### TASK DIRECTIONS
Go through the entries below and pick out every line with "School".

○ ○ ○ ○ ○

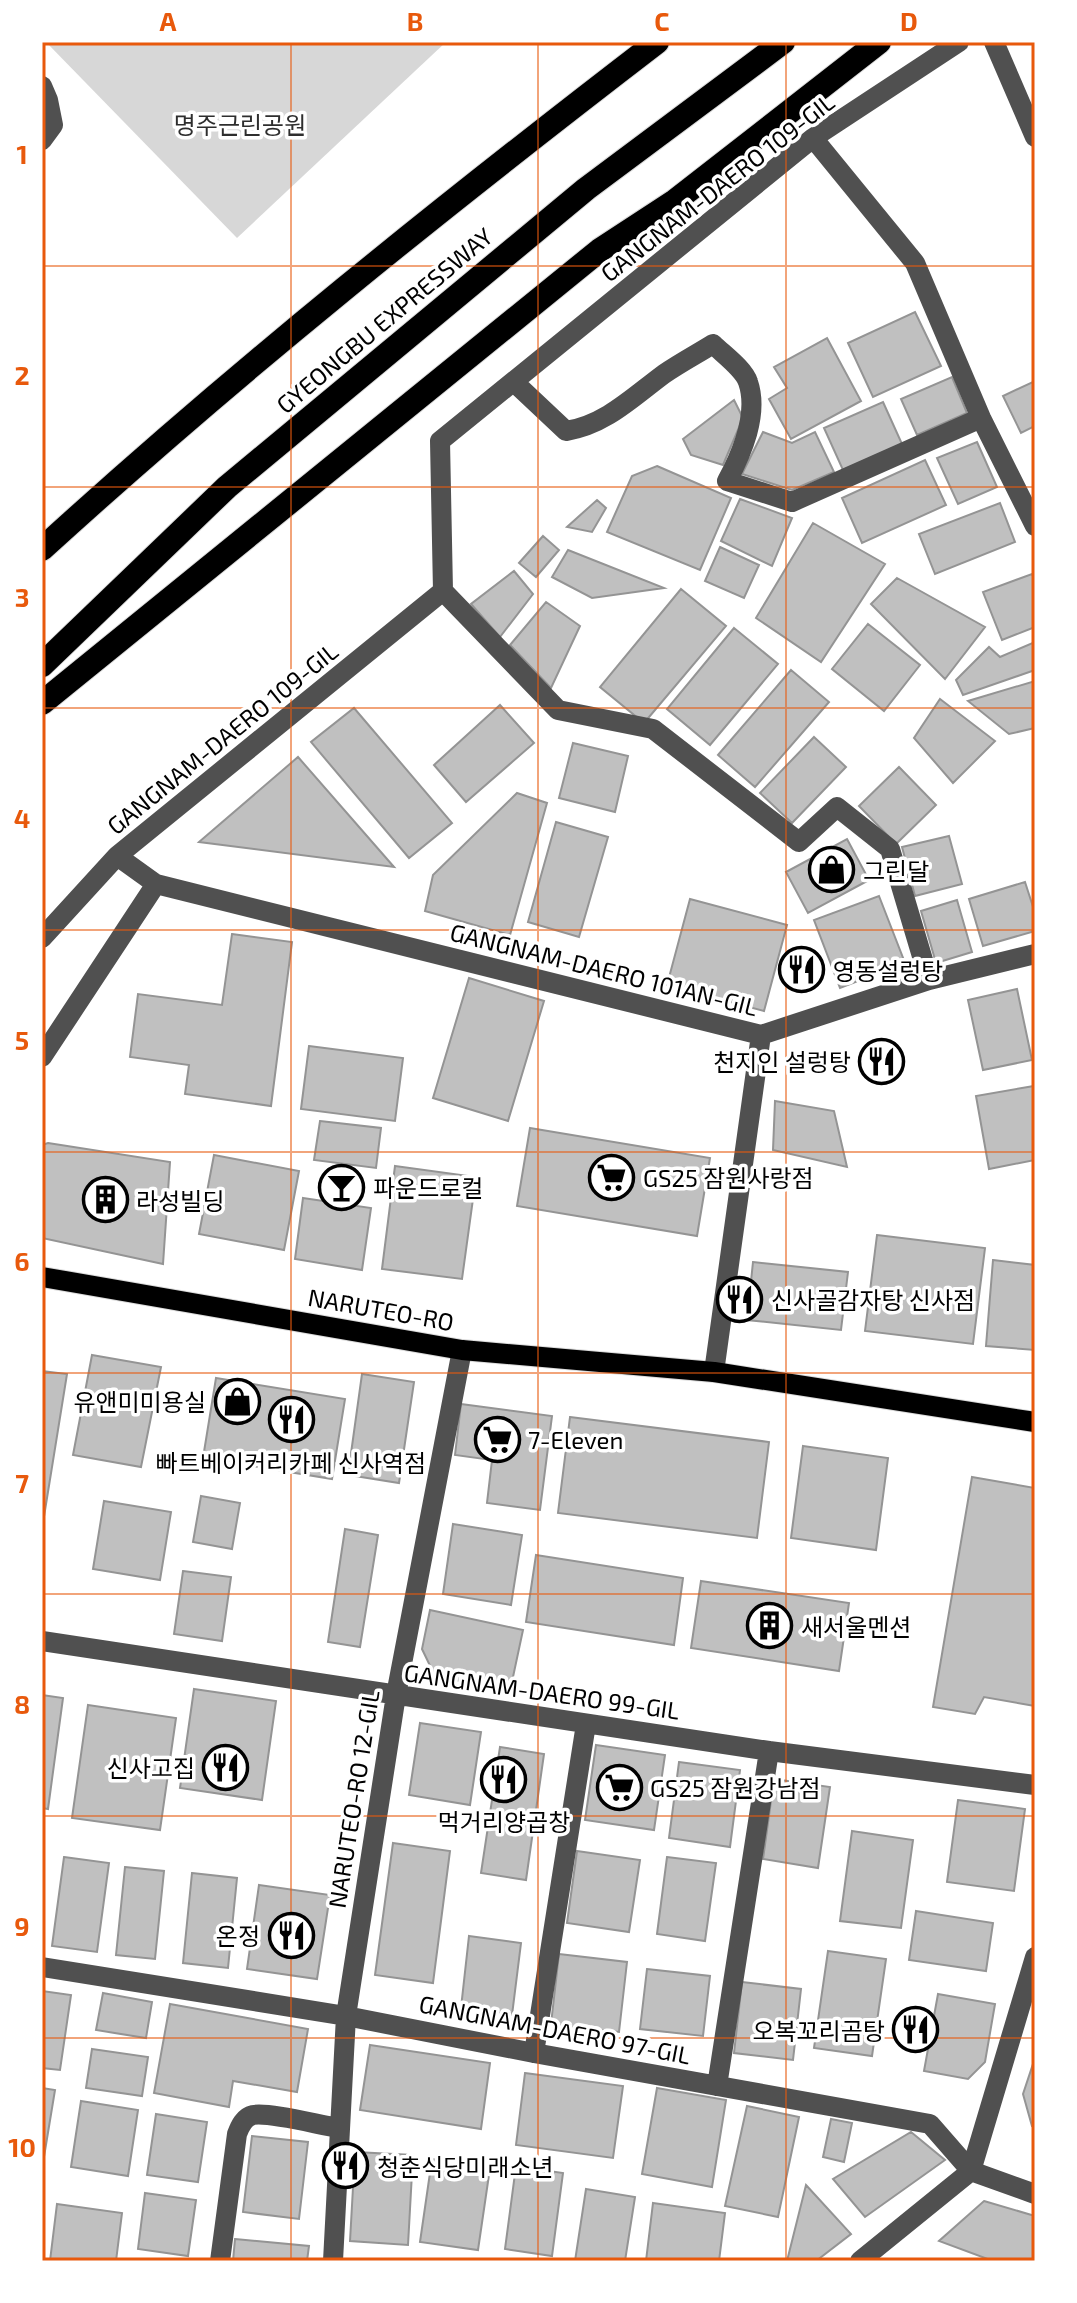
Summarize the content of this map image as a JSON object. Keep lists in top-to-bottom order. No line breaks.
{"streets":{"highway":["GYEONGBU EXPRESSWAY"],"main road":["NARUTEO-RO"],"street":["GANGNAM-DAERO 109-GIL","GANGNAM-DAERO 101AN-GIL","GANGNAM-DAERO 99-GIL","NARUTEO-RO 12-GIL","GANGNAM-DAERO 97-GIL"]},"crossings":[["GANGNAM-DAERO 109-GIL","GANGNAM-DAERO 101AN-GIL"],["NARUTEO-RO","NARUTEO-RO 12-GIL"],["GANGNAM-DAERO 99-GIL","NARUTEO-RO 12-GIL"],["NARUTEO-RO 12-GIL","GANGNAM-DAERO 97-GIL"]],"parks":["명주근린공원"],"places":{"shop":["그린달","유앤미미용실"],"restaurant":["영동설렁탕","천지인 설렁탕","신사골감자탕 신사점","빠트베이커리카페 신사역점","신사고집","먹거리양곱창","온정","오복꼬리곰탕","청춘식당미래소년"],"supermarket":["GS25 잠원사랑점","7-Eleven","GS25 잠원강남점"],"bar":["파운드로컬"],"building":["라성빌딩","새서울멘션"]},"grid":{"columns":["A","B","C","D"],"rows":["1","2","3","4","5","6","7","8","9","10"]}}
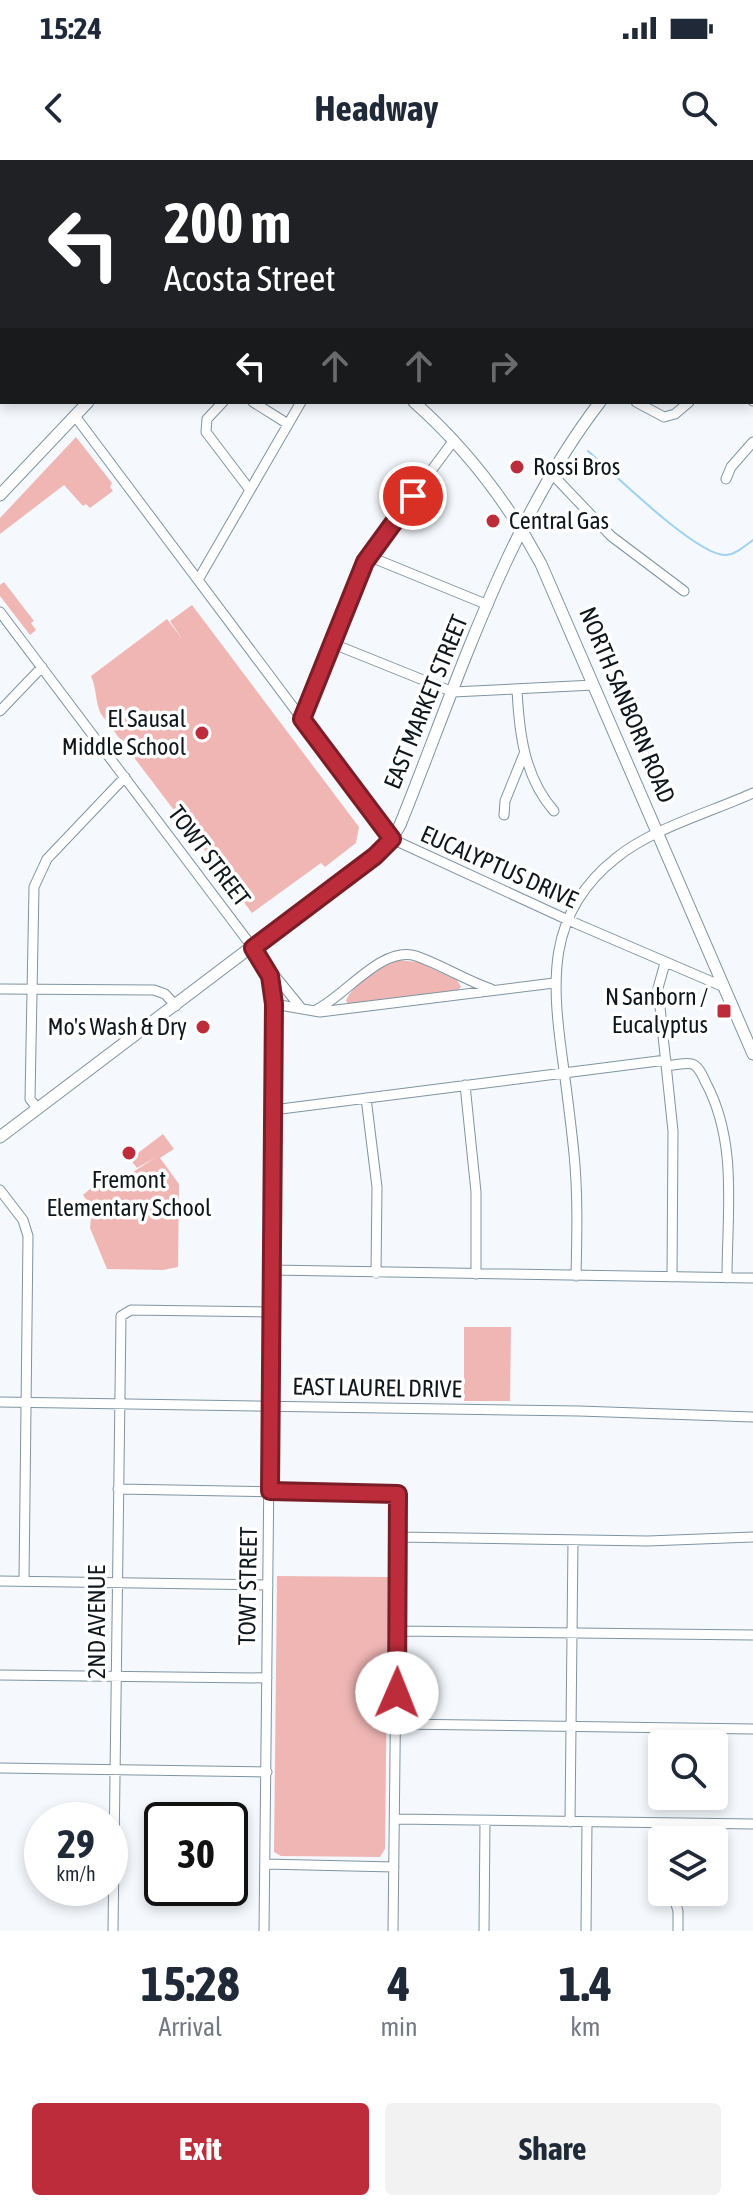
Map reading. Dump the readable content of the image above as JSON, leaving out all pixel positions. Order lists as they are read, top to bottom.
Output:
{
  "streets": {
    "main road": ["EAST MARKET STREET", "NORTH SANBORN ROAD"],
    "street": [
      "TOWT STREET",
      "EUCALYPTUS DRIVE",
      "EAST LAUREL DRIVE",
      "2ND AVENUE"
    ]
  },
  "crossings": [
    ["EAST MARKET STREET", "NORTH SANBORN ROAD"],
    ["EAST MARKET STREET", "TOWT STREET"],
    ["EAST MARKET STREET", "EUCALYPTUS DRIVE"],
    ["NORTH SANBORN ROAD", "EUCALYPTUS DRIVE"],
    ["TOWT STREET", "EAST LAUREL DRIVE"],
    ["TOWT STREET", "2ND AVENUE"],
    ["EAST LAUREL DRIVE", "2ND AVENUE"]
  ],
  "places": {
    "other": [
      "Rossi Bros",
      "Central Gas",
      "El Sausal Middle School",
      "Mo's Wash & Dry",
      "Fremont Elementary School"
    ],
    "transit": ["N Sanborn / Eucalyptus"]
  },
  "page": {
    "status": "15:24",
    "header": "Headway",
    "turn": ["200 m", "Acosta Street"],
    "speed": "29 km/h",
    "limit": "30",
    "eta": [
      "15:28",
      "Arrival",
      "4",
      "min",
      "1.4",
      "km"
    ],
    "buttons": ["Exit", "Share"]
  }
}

○ ○ ○ ○ ○

### RESPONSE TO THE TASK
      "El Sausal Middle School",
      "Fremont Elementary School"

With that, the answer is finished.